Manual calculation : 0.3733523566907989
Model prediction : 0.3733523566907989
[12]:
print("Train set accuracy = {}%\nTest set accuracy = {}%".format(
    '%.1f'%(100*np.sum(
        np.abs(np.round(model.predict(X_train))) == y_train
    ) / X_train.shape[0]),
    '%.1f'%(100*np.sum(
        np.abs(np.round(model.predict(X_test))) == y_test
    ) / X_test.shape[0])
))
Train set accuracy = 95.8%
Test set accuracy = 86.1%

Sequential Feature Selection#

Sequential feature selection adds or removes features 1 at a time (“greedy” method) and stops after some criteria has been met. Below, we specify that the addition or removal must incrementally improve (forward) the model’s score by a certain tolerance, or not decrement the model’s score by a certain threshold (backward) when a feature is added or removed, respectively.
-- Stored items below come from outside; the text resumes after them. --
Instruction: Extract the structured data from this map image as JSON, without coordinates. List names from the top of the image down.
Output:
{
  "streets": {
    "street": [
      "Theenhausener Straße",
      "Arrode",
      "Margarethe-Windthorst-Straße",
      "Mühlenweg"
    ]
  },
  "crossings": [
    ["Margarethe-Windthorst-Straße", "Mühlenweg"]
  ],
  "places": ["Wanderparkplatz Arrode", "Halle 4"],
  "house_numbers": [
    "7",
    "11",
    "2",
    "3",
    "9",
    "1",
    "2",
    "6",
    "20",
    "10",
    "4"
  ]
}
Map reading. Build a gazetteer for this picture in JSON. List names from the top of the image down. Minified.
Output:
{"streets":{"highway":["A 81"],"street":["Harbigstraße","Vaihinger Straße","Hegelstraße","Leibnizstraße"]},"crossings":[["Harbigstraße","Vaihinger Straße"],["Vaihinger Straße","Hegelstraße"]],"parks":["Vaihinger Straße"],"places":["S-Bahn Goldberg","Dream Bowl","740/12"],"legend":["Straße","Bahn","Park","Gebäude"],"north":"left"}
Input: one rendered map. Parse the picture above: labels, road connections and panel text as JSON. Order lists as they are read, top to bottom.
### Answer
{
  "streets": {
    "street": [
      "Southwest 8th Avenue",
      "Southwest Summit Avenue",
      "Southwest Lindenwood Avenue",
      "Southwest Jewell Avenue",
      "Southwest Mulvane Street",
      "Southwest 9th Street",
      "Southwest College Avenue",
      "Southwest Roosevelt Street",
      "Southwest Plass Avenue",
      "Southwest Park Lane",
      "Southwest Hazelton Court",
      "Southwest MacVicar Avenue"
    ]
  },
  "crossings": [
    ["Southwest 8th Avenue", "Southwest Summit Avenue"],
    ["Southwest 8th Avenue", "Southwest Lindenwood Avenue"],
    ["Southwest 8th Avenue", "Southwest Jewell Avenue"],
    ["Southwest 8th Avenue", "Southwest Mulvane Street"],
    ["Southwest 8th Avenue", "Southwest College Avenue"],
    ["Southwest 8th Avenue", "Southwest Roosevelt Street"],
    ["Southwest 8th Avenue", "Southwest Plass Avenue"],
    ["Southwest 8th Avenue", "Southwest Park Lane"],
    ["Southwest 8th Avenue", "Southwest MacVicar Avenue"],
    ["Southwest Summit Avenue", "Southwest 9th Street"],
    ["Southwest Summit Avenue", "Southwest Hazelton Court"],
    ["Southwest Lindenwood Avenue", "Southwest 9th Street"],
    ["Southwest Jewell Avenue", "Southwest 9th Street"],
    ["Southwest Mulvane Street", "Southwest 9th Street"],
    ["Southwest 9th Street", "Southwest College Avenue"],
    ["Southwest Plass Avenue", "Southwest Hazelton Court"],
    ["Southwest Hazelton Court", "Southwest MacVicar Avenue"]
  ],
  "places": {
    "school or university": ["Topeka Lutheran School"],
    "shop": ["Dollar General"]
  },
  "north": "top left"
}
The specific feature that is added or removed is determined by cross-validation.

In general, forward and backward methods do NOT yield the same result. Generally, forward selection leads to a smaller subset of features than backward selection, since the former starts from one feature while the latter starts from all features being present.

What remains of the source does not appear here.